Reproduce word for word the lines of the listing from the first one through the one with "inset:0; background:#0c3437; transform-origin:0", omitting every picture.

------------------------------------------------

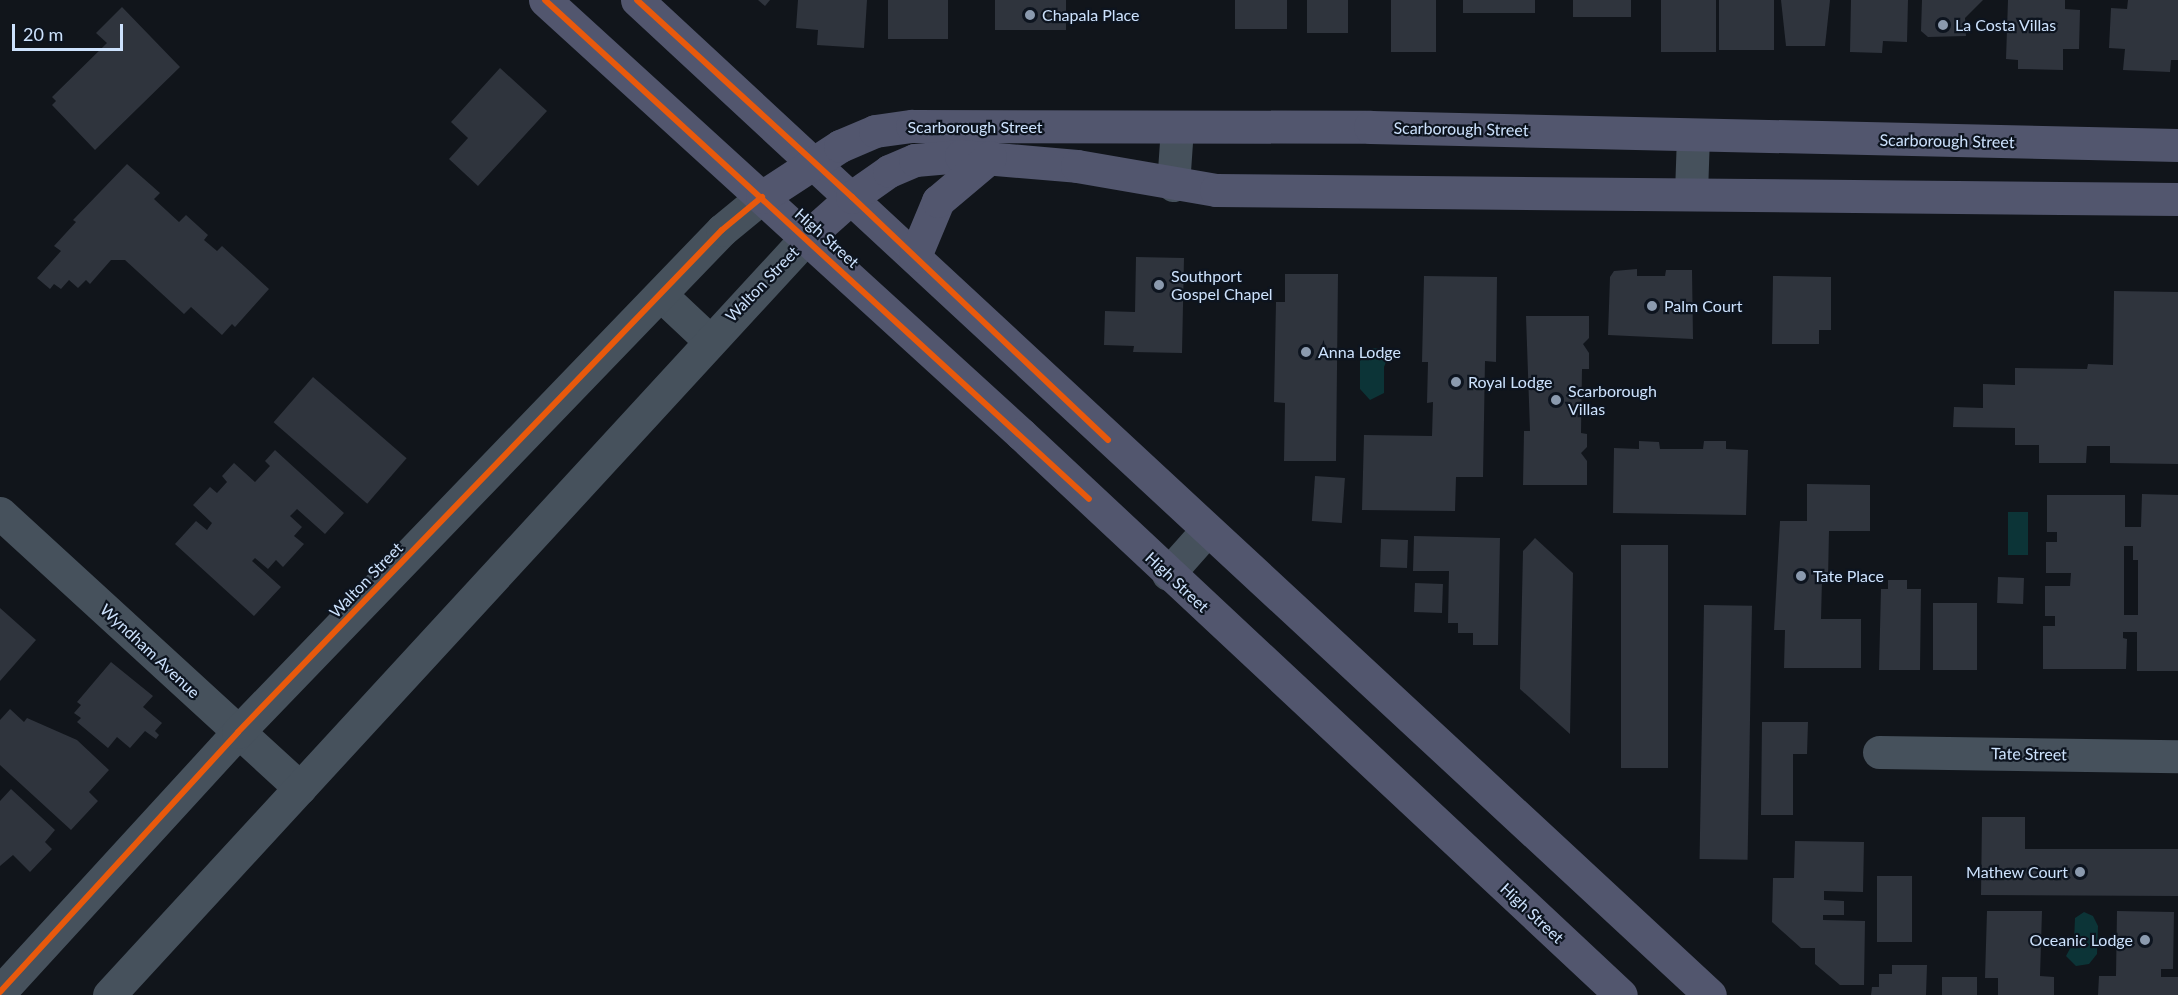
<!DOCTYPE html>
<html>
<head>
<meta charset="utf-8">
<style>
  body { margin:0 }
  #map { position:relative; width:2178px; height:995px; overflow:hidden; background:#11151b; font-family:Lato,sans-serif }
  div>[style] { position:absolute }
  .water>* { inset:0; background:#0c3437; transform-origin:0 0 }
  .building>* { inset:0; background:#2f343d; transform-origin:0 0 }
  .minor>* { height:33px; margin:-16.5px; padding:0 16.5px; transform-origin:16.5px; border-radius:16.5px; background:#46515c }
  .major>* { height:33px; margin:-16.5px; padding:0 16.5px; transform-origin:16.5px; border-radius:16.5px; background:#52566e }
  .cycleway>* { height:6px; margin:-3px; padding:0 3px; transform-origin:3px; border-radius:3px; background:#e8590c }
  .dots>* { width:16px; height:16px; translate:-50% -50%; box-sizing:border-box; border:3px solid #0d141f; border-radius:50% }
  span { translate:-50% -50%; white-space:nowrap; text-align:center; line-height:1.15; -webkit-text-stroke:4.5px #0d141f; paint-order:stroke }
  .poi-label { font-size:16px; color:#cde2fd }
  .left { translate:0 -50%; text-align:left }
  .right { translate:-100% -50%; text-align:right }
  .street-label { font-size:16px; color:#cde2fd }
  .scale { position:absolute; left:12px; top:24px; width:111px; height:27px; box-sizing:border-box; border:3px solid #cde2fd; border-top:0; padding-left:8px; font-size:18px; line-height:21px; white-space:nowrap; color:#cde2fd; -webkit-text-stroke:4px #0d141f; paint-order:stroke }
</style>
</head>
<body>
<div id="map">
  <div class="water">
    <div style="clip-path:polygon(1370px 348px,1385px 349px,1388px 357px,1384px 367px,1384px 393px,1370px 400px,1360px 389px,1360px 361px)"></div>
    <div style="left:2008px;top:512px;width:20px;height:43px"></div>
    <div style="clip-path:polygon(2084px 912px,2093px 916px,2098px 926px,2097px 954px,2089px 964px,2076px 966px,2066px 956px,2074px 941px,2075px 918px)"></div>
  </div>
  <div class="building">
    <div style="clip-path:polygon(758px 0,770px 0,765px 6px)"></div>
    <div style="clip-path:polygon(798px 0,867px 0,864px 48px,817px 45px,818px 30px,796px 28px)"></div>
    <div style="left:888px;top:0;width:60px;height:39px"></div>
    <div style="left:995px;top:0;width:71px;height:30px"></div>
    <div style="left:1235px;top:0;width:52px;height:29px"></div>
    <div style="left:1307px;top:0;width:41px;height:33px"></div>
    <div style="left:1391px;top:0;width:45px;height:52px"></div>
    <div style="left:1463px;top:0;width:72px;height:13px"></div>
    <div style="left:1573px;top:0;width:58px;height:17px"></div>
    <div style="left:1661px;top:0;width:55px;height:52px"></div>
    <div style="left:1719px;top:0;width:55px;height:50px"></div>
    <div style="clip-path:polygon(1781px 0,1830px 0,1825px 46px,1786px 46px)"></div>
    <div style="clip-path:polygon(1851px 0,1908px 0,1907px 42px,1883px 41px,1882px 53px,1850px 52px)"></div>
    <div style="clip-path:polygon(1922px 0,1983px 0,1965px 18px,1966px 36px,1928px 37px,1921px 31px)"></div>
    <div style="clip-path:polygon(2008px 0,2065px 0,2065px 9px,2080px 10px,2079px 49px,2063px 49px,2063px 70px,2018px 69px,2018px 60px,2006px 59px)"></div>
    <div style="clip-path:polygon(2128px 0,2178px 0,2178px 60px,2171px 60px,2170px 72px,2123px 70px,2125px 49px,2109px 48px,2111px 8px,2127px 9px)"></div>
    <div style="clip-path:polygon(122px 7px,180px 67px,95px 150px,52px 105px,56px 101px,52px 97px,107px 43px,96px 33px)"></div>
    <div style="clip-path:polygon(500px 68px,547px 111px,478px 186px,449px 159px,468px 138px,451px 122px)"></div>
    <div style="clip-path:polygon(127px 164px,160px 193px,154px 199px,179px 222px,186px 215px,208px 235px,204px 240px,217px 251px,222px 246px,269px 289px,235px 327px,232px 324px,222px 335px,191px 307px,184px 314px,125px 260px,111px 260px,90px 284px,86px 280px,78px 288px,69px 280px,61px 289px,54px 284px,50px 289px,37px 278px,61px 251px,54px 246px,76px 222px,73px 220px)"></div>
    <div style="clip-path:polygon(1136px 257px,1184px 258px,1182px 353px,1133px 352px,1134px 346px,1104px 345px,1105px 311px,1135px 312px)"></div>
    <div style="clip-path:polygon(1637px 269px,1637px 276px,1665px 276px,1666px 270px,1692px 270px,1693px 339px,1608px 335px,1610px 277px,1614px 271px)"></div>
    <div style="clip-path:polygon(1285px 274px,1338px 274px,1336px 461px,1284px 461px,1285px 403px,1274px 402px,1276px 302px,1285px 302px)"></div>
    <div style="clip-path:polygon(1424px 276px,1497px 277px,1496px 362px,1485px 361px,1483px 477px,1456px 477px,1455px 511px,1362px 510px,1364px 435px,1432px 436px,1433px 402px,1427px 403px,1428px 362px,1422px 362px)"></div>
    <div style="clip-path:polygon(1773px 276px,1831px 277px,1831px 330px,1819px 330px,1819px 344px,1772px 344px)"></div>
    <div style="clip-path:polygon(2114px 291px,2178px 292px,2178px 464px,2110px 463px,2110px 446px,2087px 446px,2086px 463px,2039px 463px,2039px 445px,2015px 445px,2015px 428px,1953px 427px,1954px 407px,1983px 408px,1983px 384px,2015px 385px,2015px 368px,2087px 369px,2088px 364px,2113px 365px)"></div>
    <div style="clip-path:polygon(1526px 316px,1589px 316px,1589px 338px,1583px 344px,1589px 353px,1589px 369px,1582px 369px,1581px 433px,1587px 434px,1587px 447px,1581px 453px,1587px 461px,1587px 485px,1523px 485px,1524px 431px,1530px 431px)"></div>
    <div style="left:313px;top:377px;width:124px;height:60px;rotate:41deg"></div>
    <div style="clip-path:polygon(1639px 441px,1659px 442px,1660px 449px,1703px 449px,1704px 441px,1726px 441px,1726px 449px,1748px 450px,1746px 515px,1613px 513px,1614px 448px,1639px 449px)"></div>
    <div style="clip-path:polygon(275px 450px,344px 513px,325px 534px,297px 509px,290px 516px,302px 527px,294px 536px,304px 544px,283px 567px,276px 560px,268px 569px,255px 558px,252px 561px,281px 587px,254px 616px,175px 544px,196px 521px,207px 530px,212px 523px,193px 505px,210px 487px,217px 493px,227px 482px,222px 476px,234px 463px,255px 482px,270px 466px,265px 461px)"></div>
    <div style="left:1315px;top:476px;width:30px;height:45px;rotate:4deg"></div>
    <div style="clip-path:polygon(1807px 484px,1870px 485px,1870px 531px,1829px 531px,1828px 579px,1822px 579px,1821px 619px,1861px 619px,1861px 668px,1784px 668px,1785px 630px,1774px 630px,1780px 521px,1807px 521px)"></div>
    <div style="clip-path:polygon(evenodd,2142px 494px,2178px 495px,2178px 671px,2137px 671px,2137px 632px,2123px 632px,2123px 638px,2127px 639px,2126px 669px,2043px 669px,2043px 626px,2055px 626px,2055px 616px,2045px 616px,2045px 586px,2070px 586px,2071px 573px,2046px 573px,2046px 542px,2057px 542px,2057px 532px,2047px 532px,2047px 495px,2125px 495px,2125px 527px,2141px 527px,2142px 494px,2124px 546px,2133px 546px,2133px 560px,2138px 560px,2138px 615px,2124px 615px,2124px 546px)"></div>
    <div style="clip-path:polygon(1414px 536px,1500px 538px,1498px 645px,1473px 645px,1473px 633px,1458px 633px,1458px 623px,1448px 623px,1449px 571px,1413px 571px)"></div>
    <div style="clip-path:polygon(1535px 538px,1573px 573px,1570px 734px,1520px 689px,1523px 551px)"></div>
    <div style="left:1381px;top:539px;width:27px;height:28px;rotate:2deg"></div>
    <div style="left:1621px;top:545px;width:47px;height:223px"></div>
    <div style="left:1998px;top:577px;width:26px;height:26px;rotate:2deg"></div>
    <div style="clip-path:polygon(1888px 580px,1907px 580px,1907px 589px,1921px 589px,1920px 670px,1879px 670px,1881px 589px,1888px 589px)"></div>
    <div style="left:1415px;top:583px;width:28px;height:29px;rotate:2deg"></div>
    <div style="left:1933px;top:603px;width:44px;height:67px"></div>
    <div style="left:1704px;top:605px;width:48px;height:254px;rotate:1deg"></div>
    <div style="clip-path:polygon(0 608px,36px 640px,0 681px)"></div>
    <div style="clip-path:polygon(111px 662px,153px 696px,143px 707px,162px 723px,155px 731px,159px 735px,156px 739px,145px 731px,130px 748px,117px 737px,108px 748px,77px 722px,81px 718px,74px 713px,81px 705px,77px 702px)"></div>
    <div style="clip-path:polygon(10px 709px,24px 722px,27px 718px,77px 740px,109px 770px,89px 792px,98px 801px,71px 830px,0 765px,0 720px)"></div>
    <div style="clip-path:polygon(1762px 722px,1808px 722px,1807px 754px,1793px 754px,1793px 815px,1761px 815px)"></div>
    <div style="clip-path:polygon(11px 789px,55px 830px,45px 842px,52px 849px,30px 872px,13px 855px,0 866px,0 801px)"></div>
    <div style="clip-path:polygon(1982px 817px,2025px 817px,2025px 849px,2178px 849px,2178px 896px,1981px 895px)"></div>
    <div style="clip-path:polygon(1795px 841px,1864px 842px,1863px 892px,1824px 891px,1824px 900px,1844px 901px,1844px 915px,1823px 915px,1823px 920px,1865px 921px,1864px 985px,1840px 985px,1815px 964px,1815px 948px,1801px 948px,1772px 922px,1773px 878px,1794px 878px)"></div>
    <div style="left:1877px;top:876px;width:35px;height:66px"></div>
    <div style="clip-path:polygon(1987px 911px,2042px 911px,2040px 976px,2054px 977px,2054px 995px,1998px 995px,1998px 978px,1985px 978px)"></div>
    <div style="clip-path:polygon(2117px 911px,2174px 912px,2173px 969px,2161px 969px,2161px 977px,2178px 977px,2178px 995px,2098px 995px,2099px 976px,2116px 976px)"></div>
    <div style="clip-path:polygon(1892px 965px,1927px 965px,1926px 995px,1871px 995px,1872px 987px,1879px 987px,1879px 974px,1892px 974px)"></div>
    <div style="left:1942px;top:977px;width:35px;height:18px"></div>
  </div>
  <div class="minor">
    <div style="left:1173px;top:185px;width:57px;rotate:-86deg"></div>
    <div style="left:1691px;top:193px;width:57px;rotate:-88deg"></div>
    <div style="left:661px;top:295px;width:66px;rotate:43.2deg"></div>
    <div style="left:0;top:513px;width:407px;rotate:42.5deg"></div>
    <div style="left:1168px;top:574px;width:57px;rotate:-48.5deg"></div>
    <div style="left:1879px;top:752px;width:299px;rotate:0.8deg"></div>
    <div style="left:0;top:992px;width:352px;rotate:-47.5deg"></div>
    <div style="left:238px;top:732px;width:697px;rotate:-46.05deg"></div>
    <div style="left:722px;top:230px;width:52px;rotate:-39.5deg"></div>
    <div style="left:109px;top:995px;width:1029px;rotate:-47.36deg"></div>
  </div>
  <div class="major">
    <div style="left:545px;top:0;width:644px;rotate:42.36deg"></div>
    <div style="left:1021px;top:434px;width:821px;rotate:43.08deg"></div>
    <div style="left:637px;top:0;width:1463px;rotate:42.84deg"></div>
    <div style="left:762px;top:197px;width:93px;rotate:-33.2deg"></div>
    <div style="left:840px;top:146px;width:38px;rotate:-23deg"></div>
    <div style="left:875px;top:131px;width:37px;rotate:-8deg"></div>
    <div style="left:912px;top:126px;width:458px;rotate:0.1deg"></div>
    <div style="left:1370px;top:127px;width:808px;rotate:1.28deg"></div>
    <div style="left:806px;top:238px;width:62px;rotate:-41.7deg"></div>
    <div style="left:852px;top:197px;width:45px;rotate:-35.1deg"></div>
    <div style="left:889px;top:171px;width:28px;rotate:-23deg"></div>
    <div style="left:915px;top:160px;width:46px;rotate:-5deg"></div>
    <div style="left:961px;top:156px;width:116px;rotate:4.9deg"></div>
    <div style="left:1077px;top:166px;width:141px;rotate:9.8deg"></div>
    <div style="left:1216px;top:190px;width:962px;rotate:0.54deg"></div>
    <div style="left:915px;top:256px;width:60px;rotate:-67.3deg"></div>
    <div style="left:938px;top:201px;width:68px;rotate:-40.2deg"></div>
  </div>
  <div class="cycleway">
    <div style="left:545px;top:0;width:738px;rotate:42.53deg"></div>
    <div style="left:637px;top:0;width:292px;rotate:42.5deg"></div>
    <div style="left:852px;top:197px;width:353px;rotate:43.5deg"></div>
    <div style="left:0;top:992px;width:352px;rotate:-47.5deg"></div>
    <div style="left:238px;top:732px;width:697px;rotate:-46.05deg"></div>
    <div style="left:722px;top:230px;width:52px;rotate:-39.5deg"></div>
  </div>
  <div class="dots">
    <div style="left:1030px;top:15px;background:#8b9aae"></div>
    <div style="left:1943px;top:25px;background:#8b9aae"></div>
    <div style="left:1159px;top:285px;background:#8b9aae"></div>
    <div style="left:1652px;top:306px;background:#8b9aae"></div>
    <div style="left:1306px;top:352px;background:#8b9aae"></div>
    <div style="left:1456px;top:382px;background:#8b9aae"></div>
    <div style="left:1556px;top:400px;background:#8b9aae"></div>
    <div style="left:1801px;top:576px;background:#8b9aae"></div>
    <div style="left:2080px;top:872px;background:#8b9aae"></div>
    <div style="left:2145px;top:940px;background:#8b9aae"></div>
  </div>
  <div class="poi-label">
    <span class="left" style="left:1042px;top:15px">Chapala Place</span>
    <span class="left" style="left:1955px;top:25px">La Costa Villas</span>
    <span class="left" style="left:1171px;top:285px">Southport<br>Gospel Chapel</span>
    <span class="left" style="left:1664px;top:306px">Palm Court</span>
    <span class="left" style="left:1318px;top:352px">Anna Lodge</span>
    <span class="left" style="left:1468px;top:382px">Royal Lodge</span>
    <span class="left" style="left:1568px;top:400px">Scarborough<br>Villas</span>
    <span class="left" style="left:1813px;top:576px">Tate Place</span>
    <span class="right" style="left:2068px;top:872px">Mathew Court</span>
    <span class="right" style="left:2133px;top:940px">Oceanic Lodge</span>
  </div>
  <div class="street-label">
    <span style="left:975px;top:127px">Scarborough Street</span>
    <span style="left:1461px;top:129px;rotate:1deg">Scarborough Street</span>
    <span style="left:1947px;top:141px;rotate:1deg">Scarborough Street</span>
    <span style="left:827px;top:238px;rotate:42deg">High Street</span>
    <span style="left:762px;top:284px;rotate:-46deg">Walton Street</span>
    <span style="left:366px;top:580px;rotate:-46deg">Walton Street</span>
    <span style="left:1177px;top:582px;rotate:43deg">High Street</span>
    <span style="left:150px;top:651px;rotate:43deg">Wyndham Avenue</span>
    <span style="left:2029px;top:754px;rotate:1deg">Tate Street</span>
    <span style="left:1532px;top:913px;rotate:43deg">High Street</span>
  </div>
  <div class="scale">20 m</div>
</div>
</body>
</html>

------------------------------------------------

RESPONSE:
<!DOCTYPE html>
<html>
<head>
<meta charset="utf-8">
<style>
  body { margin:0 }
  #map { position:relative; width:2178px; height:995px; overflow:hidden; background:#11151b; font-family:Lato,sans-serif }
  div>[style] { position:absolute }
  .water>* { inset:0; background:#0c3437; transform-origin:0 0 }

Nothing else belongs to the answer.